Hindenburg Labels India’s Adani Group as the ‘Largest Con in Corporate History’
Global financial research firm Hindenburg Research recently delivered a scathing report on the Adani Group, an Indian multinational conglomerate heavily involved in commodity trading and infrastructure deals, calling it the “largest con In corporate history.” Does Hindenburg’s report warrant shorting Adani, and if the allegations are correct, would the fallout deliver a significant blow to the country’s capital markets?
What is Hindenburg Research?
Founded in 2017, Hindenburg Research publishes regular forensic-style reports on financial misdeeds. The company was named after the Hindenburg airship, which was spectacularly destroyed in 1937. This was later deemed to be a human mismanagement issue.
In that vein, Hindenburg aims to detect corporate fraud, accounting irregularities, derivatives analysis, equities manipulation, and undisclosed regulatory and financial issues. As the head of Hindenburg Research, Nathan Anderson had previously worked with Harry Markopolos, a key fraud investigator who exposed the Bernie Madoff Ponzi scheme in 2008.
What Are Hindenburg’s Allegations Against Adani?
On Tuesday, after a 2-year investigation, Hindenburg Research published its findings on the Indian conglomerate Adani Group, headed by Gautam Adani. According to Forbes’ real-time billionaire ranking, Adani is the world’s fourth richest man with a net worth of $119.1 billion.
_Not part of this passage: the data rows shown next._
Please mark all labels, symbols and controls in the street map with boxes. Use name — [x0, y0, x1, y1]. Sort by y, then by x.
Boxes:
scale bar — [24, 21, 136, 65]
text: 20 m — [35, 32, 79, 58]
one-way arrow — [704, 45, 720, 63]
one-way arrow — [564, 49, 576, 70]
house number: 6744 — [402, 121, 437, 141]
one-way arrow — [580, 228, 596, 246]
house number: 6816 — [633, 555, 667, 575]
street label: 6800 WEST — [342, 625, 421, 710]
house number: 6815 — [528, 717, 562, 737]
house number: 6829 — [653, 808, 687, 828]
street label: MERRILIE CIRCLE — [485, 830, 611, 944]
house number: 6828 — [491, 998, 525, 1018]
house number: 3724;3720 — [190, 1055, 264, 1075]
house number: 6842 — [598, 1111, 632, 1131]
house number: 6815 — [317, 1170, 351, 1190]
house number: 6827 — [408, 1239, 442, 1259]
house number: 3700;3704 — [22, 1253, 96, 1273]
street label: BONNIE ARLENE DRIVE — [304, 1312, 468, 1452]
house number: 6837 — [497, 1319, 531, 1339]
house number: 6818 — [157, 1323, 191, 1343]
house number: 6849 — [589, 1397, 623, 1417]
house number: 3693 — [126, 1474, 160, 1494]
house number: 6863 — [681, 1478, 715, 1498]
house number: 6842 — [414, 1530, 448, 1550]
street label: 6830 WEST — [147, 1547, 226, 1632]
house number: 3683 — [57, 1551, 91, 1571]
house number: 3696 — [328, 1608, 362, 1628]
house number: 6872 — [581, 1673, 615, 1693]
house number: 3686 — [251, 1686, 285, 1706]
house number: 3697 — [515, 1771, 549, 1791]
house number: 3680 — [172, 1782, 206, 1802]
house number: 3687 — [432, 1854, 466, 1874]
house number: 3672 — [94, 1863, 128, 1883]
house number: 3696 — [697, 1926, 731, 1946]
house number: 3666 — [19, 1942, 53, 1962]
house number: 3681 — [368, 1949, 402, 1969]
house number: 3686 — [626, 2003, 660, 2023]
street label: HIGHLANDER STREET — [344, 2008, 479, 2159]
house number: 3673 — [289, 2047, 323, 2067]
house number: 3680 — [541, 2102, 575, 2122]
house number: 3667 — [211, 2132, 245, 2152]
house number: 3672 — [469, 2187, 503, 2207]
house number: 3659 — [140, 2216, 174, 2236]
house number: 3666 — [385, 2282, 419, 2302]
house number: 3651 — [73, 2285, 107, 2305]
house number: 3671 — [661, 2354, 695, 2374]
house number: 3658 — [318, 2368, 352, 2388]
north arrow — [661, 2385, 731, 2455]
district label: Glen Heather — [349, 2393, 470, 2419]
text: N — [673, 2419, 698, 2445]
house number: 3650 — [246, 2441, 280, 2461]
The conglomerate, Adani Group, at $218 billion AuM, is heavily involved with India’s infrastructure: defense, agriculture, coal mining, logistics, real estate, and financial services. Hindenburg makes the following allegations against India’s largest business entity:
- Adani Group used offshore havens in the Caribbean Islands and Mauritius, alongside other shell companies and offshore funds, to hold equities in Adani-listed firms without disclosure.
- Major Adani Group subsidies carry “substantial debt” that puts the entire conglomerate at risk. Specifically, the jump in debt to $27 billion as of March 2022, a +40% annual increase.
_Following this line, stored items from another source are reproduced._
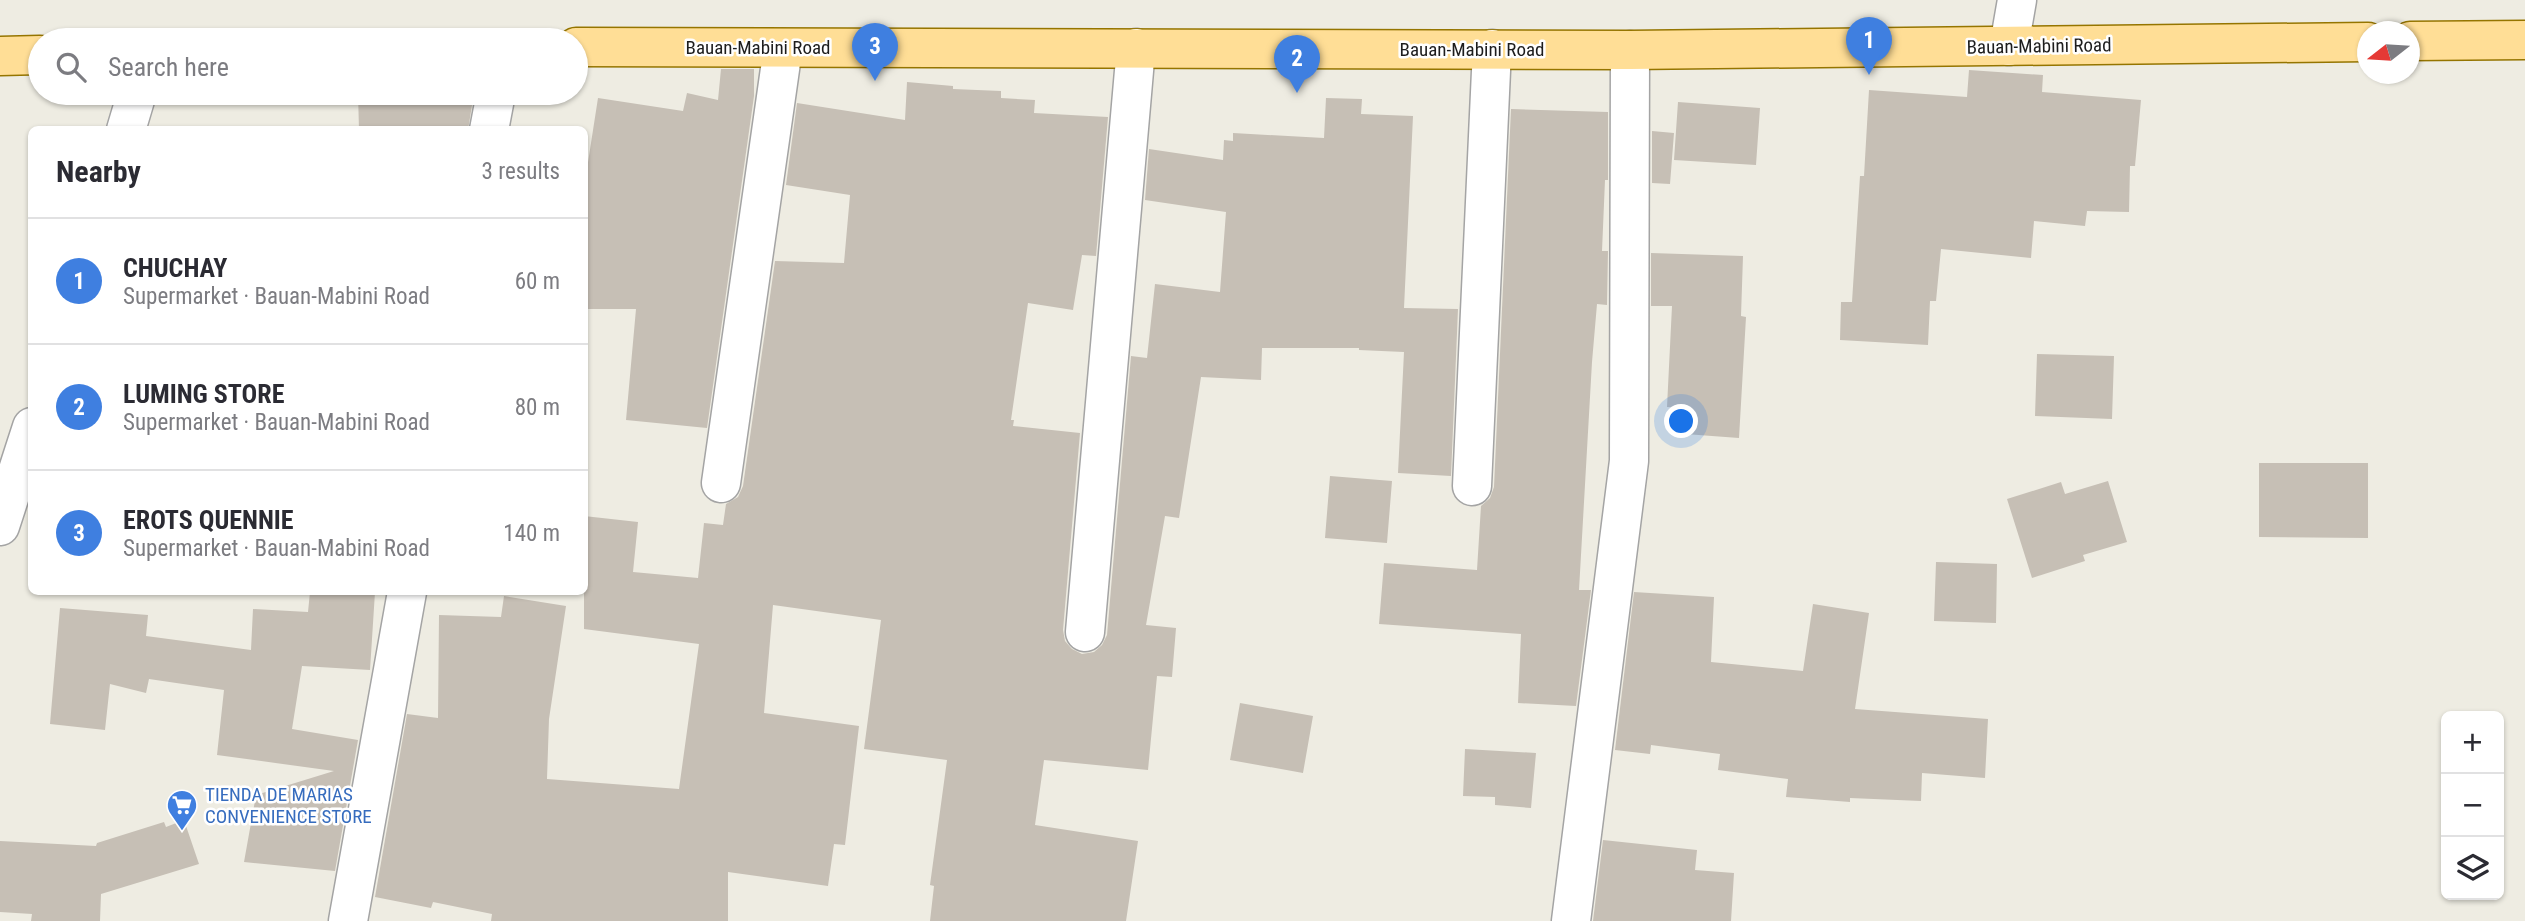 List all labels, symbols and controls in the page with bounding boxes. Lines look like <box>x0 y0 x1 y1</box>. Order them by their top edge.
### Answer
pin: 1 <box>1846 17 1892 75</box>
north arrow <box>2357 21 2420 84</box>
pin: 3 <box>852 23 898 81</box>
search box <box>28 28 588 105</box>
street label: Bauan-Mabini Road <box>1966 33 2112 59</box>
pin: 2 <box>1274 35 1320 93</box>
street label: Bauan-Mabini Road <box>686 36 830 59</box>
street label: Bauan-Mabini Road <box>1400 38 1544 61</box>
icon: search <box>52 48 90 86</box>
text: Search here <box>108 52 229 82</box>
text: Nearby <box>56 154 141 189</box>
text: 3 results <box>482 158 560 185</box>
text: CHUCHAY <box>123 253 227 283</box>
text: 1 <box>73 268 85 295</box>
text: 60 m <box>515 268 560 295</box>
text: Supermarket · Bauan-Mabini Road <box>123 283 430 310</box>
text: LUMING STORE <box>123 379 284 409</box>
text: 2 <box>73 394 85 421</box>
text: 80 m <box>515 394 560 421</box>
your location <box>1664 404 1698 438</box>
text: Supermarket · Bauan-Mabini Road <box>123 409 430 436</box>
text: EROTS QUENNIE <box>123 505 294 535</box>
text: 3 <box>73 520 85 547</box>
text: 140 m <box>503 520 560 547</box>
text: Supermarket · Bauan-Mabini Road <box>123 535 430 562</box>
map controls <box>2441 711 2504 900</box>
button: + <box>2441 711 2504 774</box>
button: − <box>2441 774 2504 837</box>
place label: TIENDA DE MARIAS CONVENIENCE STORE <box>205 783 372 828</box>
supermarket icon: TIENDA DE MARIAS CONVENIENCE STORE <box>165 788 199 832</box>
button: layers <box>2441 837 2504 900</box>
- Adani family nepotism involving offshore entities to secure artificial turnover, among other irregularities involving a “labyrinth of offshore shell entities.”
Effectively, the Hindenburg report paints a picture of over-indebtedness, manipulation, and fake equities valuation to carry over the debt. More importantly, the report makes a steelman argument for its findings.
“Even if you ignore the findings of our investigation and take the financials of Adani Group at face value, its seven key listed companies have 85% downside purely on a fundamental basis owning to sky-high valuations.”
Reaction to Hindenburg Research Report
Hindenburg Research is known for tapping into publicly unavailable sources to make their claims, such as insider interviews and internal document reviews. This is why their reports are regarded as a big deal.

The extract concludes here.